This thesis explores the topic of quantization in the context of data science and digital signal processing. It is already well-known that quantization plays a critical role in signal processing given the ubiquity of digital devices. Applications of quantization to data science have only recently started emerging. Perhaps the most important application is that of quantizing neural networks. Below, we consider quantization in three particular contexts.
The first chapter considers the problem of quantizing a pre-trained neural network with a data-driven approach. I propose a novel algorithm for quantizing the weights of a hidden unit in a given layer using a greedy path following algorithm which is equivalent to running a dynamical system. I prove that this dynamical system is stable when quantizing a single layer neural network, or equivalently the first layer of a multi-layer network, when the training data are Gaussian. I then give bounds on the generalization error of the learned quantization and describe how these bounds may be tightened when the feature data lay in a low-dimensional subspace.
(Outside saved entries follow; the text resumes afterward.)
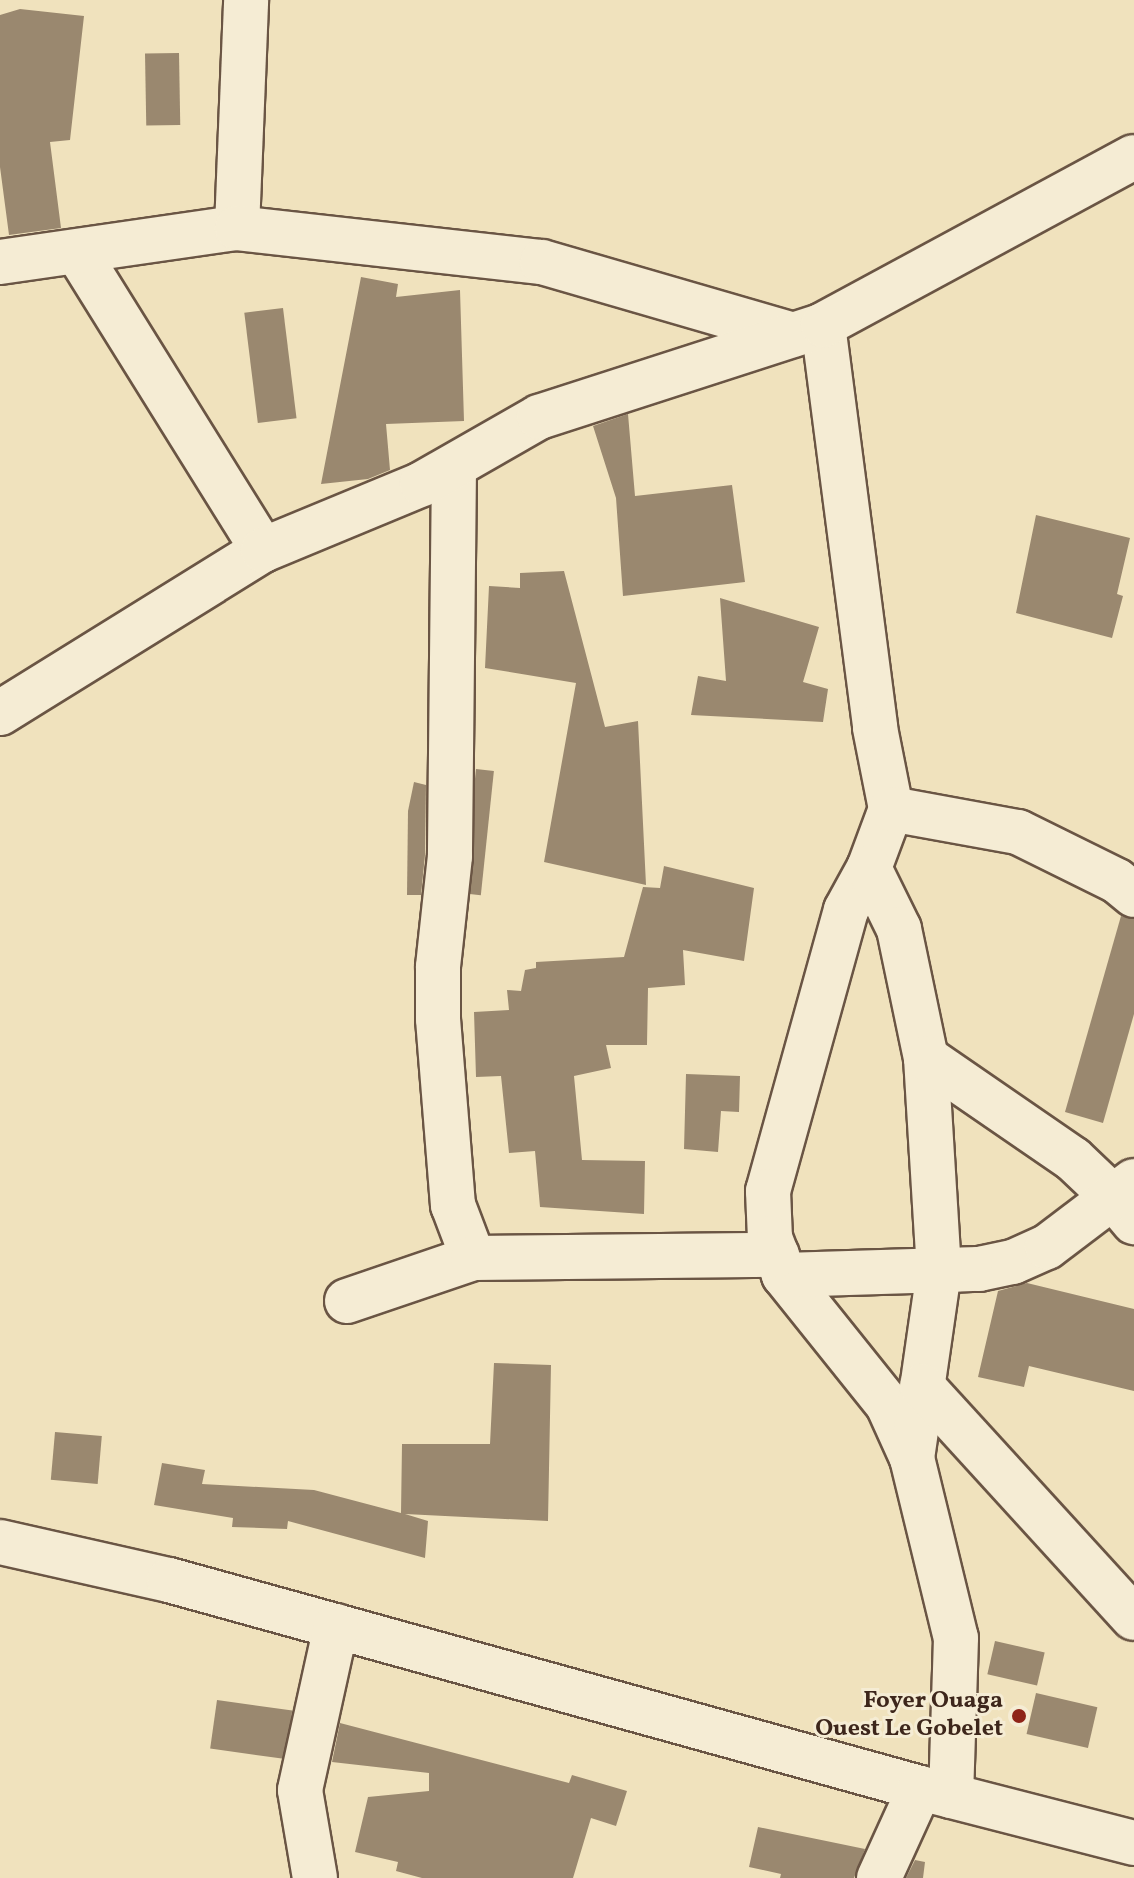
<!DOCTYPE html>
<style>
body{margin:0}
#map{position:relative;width:1134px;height:1878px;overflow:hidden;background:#f0e2bd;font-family:Vollkorn,serif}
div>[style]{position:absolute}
.building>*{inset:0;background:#9a886f;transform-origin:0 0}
.roads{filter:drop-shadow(2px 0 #6a5544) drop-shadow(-2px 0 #6a5544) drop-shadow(0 2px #6a5544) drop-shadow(0 -2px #6a5544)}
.street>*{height:44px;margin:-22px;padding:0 22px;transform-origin:22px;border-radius:22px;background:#f5ecd4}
.dots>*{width:22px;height:22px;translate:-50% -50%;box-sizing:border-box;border:4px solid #f5ecd4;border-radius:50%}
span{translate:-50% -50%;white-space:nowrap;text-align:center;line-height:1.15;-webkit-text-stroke:6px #f5ecd4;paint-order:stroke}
.poi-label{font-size:24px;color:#3d261b;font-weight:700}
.right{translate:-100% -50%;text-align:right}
</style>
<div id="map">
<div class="building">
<i style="clip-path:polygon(20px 9px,84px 16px,70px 140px,50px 142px,61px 228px,9px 235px,0 167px,0 15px)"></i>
<i style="left:179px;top:53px;width:72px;height:34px;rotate:89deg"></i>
<i style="clip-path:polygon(361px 277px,398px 284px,396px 297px,460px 290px,464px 421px,386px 424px,390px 470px,368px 479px,321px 484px)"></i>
<i style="left:283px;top:308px;width:111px;height:39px;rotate:83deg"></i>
<i style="clip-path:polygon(628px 414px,635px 496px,732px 485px,745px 582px,623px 596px,616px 498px,593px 426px)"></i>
<i style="clip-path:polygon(1036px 515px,1130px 538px,1117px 594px,1123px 596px,1112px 638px,1016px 613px)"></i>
<i style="clip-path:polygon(564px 571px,605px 727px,638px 721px,646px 885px,544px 862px,576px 683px,485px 668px,489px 586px,520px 588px,520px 573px)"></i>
<i style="clip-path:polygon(720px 598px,819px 627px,803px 682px,828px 689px,823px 722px,691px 715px,698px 676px,726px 681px)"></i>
<i style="left:476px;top:769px;width:18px;height:125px;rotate:6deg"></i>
<i style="clip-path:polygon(414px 782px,426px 785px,425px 855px,421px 895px,407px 895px,408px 811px)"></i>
<i style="clip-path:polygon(664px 866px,754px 888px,744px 961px,683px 950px,685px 985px,648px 988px,647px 1045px,606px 1045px,611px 1068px,574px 1076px,582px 1160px,645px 1161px,644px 1214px,540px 1207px,535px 1151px,509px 1153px,501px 1076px,476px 1077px,474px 1012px,509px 1010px,507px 990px,521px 991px,525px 970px,536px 968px,536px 962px,624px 957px,643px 887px,660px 888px)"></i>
<i style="clip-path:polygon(1121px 916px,1134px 919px,1134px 1014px,1103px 1123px,1065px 1112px)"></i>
<i style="clip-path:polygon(686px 1074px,740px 1076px,739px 1112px,721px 1111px,718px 1152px,684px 1149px)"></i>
<i style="clip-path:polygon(1027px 1283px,1134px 1309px,1134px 1391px,1029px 1366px,1024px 1387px,978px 1377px,998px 1291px)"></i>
<i style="clip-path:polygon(494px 1363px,551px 1365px,548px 1521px,405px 1514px,428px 1521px,425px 1558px,288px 1521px,287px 1529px,232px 1527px,233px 1518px,154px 1505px,162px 1463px,205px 1470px,202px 1484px,314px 1490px,401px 1513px,402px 1444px,490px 1444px)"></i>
<i style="left:55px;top:1432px;width:47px;height:48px;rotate:5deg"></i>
<i style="left:995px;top:1641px;width:51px;height:34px;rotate:13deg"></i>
<i style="left:1036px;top:1693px;width:63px;height:42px;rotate:13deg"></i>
<i style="left:217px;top:1700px;width:76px;height:49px;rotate:8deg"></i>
<i style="clip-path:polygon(340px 1723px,569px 1783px,572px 1775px,627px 1791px,616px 1826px,591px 1818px,573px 1878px,422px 1878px,396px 1871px,398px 1862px,355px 1852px,368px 1797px,429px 1791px,429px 1773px,332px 1762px)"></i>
<i style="clip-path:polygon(758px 1827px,865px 1849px,854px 1878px,780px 1878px,781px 1874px,749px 1867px)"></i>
<i style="clip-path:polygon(915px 1860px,925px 1862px,923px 1878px,906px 1878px)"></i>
</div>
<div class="roads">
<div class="street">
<i style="left:237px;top:228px;width:228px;rotate:-87.7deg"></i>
<i style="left:78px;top:253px;width:350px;rotate:58.1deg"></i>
<i style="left:0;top:262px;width:239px;rotate:-8.2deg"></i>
<i style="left:237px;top:228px;width:307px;rotate:6.4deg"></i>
<i style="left:542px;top:262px;width:261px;rotate:16.2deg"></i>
<i style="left:823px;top:325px;width:406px;rotate:82.6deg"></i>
<i style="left:875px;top:728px;width:83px;rotate:78.8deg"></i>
<i style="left:891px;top:809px;width:63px;rotate:110.4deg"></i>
<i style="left:869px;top:868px;width:48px;rotate:118.7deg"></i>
<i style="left:846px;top:910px;width:292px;rotate:105.5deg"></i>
<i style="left:768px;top:1191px;width:47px;rotate:87.6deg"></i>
<i style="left:770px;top:1238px;width:40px;rotate:69deg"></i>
<i style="left:784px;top:1275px;width:166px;rotate:51.3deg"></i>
<i style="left:888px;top:1405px;width:58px;rotate:65.6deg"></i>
<i style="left:912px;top:1458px;width:185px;rotate:76.3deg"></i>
<i style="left:956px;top:1638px;width:158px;rotate:91.8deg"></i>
<i style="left:454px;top:467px;width:389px;rotate:90.6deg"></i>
<i style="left:450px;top:856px;width:112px;rotate:96.2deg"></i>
<i style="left:438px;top:967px;width:52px;rotate:90deg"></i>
<i style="left:438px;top:1019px;width:187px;rotate:85.4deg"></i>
<i style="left:453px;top:1205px;width:57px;rotate:69.3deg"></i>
<i style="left:0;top:713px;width:309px;rotate:-31.8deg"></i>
<i style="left:263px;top:550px;width:172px;rotate:-22.5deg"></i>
<i style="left:422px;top:484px;width:135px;rotate:-29.8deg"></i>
<i style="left:539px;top:417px;width:299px;rotate:-17.9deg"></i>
<i style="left:823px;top:325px;width:353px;rotate:-28.4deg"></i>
<i style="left:891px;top:809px;width:129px;rotate:10.3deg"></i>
<i style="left:1018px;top:832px;width:110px;rotate:26.3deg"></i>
<i style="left:1117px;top:881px;width:22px;rotate:39deg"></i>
<i style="left:869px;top:868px;width:68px;rotate:63.8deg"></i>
<i style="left:899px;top:929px;width:132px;rotate:78.2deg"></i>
<i style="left:926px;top:1058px;width:213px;rotate:86.5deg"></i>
<i style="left:939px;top:1271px;width:189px;rotate:98.2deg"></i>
<i style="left:926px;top:1058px;width:178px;rotate:34.5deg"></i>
<i style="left:1073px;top:1159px;width:55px;rotate:43.5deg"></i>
<i style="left:1113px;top:1197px;width:33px;rotate:50deg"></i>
<i style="left:784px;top:1275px;width:195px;rotate:-1.8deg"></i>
<i style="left:979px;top:1269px;width:35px;rotate:-12deg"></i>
<i style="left:1013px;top:1262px;width:37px;rotate:-24deg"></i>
<i style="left:1047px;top:1247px;width:109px;rotate:-37.2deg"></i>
<i style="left:347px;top:1301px;width:133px;rotate:-18.8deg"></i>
<i style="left:473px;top:1258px;width:304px;rotate:-0.6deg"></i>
<i style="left:922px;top:1386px;width:314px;rotate:47.6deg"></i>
<i style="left:0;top:1542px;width:173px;rotate:12.7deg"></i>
<i style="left:169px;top:1580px;width:779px;rotate:15.48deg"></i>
<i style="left:920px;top:1788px;width:221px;rotate:14.4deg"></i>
<i style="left:315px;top:1878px;width:89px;rotate:-99.7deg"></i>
<i style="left:300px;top:1790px;width:168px;rotate:-77.6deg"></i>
<i style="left:879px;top:1878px;width:99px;rotate:-65.5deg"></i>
</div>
</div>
<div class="dots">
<i style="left:1019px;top:1716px;background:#8f2418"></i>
</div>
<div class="poi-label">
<span class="right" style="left:1003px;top:1716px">Foyer Ouaga<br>Ouest Le Gobelet</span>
</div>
</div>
In the second chapter, I generalize a 2016 result proven by Saab, Wang, and Yilmaz for recovering sparse vectors to the setting of low-rank matrices. Specifically, I show that low-rank matrices may be robustly recovered from \(\Sigma\Delta\) quantized subgaussian linear measurements. Using these techniques I show that the reconstruction error associated with our methods decays polynomially with the oversampling factor, and that one can leverage this result to obtain root-exponential accuracy by optimizing over the choice of quantization scheme. Additionally, if a random encoding of the quantized measurements is used then the reconstruction bound exhibits a near-optimal exponential rate-distortion trade-off.
In the third chapter, I generalize work done by Iwen, Krahmer, Krause-Solberg, and Maly in 2018 to prove that signal recovery is possible when given \(\Sigma\Delta\) quantized linear measurements of signals from a manifold where the manifold is only approximately known through a Geometric Multi-Resolution Analysis. In addition to proving error bounds that outperform those in the Memoryless Scalar Quantization approach taken in the aforementioned work, we also extend the ensemble of linear measurements beyond the Gaussian case.